Many people experience the sensation of drowsiness and exhaustion in the middle of the day. For some, it hits around 2p.m. to 3p.m. For others, right after lunch. Most run for a cup of coffee or a can of soda, “energy drink” or other type of stimulant.
Assistant Professor of Psychiatry at the University of California and the author of “Take a Nap! Change Your Life,” Sara C. Madnick, PhD. Says, “If you can’t find extra time at night, daytime naps can be one way to treat sleep deprivation. You can get incredible benefits from 15 to 20 minutes of napping. You reset the system, get a burst of alertness, and increased motor performance. That’s what most people really need to stave off sleepiness and get an energy boost.”
The Harvard School of Public Health and University of Athens Medical School in Greece conducted research on napping and found something surprising. Regular napping may reduce stress, and as a result, may decrease the risk of heart disease. Perhaps that’s why Greece has such a healthy population with low heart disease numbers.
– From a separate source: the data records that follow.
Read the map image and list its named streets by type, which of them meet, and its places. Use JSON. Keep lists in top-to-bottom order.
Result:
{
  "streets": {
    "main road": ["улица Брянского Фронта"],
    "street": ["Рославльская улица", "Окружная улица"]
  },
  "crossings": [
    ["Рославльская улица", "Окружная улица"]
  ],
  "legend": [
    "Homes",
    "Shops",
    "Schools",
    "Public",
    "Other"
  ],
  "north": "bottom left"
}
They regularly nap.
There are some secrets to making your nap work better:
1. Make the room dark. It will help you to fall asleep faster.
2. If the room can’t be dark, wear an eye mask.
3. Make it a quick nap, about 30 minutes.
4. Nap in the early afternoon- around 2p.m. or 3p.m. Each person can work their naptime into their own particular schedule. Naps in the early afternoon do not interfere with nighttime sleep patterns.
5. From my own experience, I did not sleep the first few days. That’s okay. Lie down quietly and concentrate on nothing. Let your mind drift. Even laying down quietly will help. Eventually, you will sleep.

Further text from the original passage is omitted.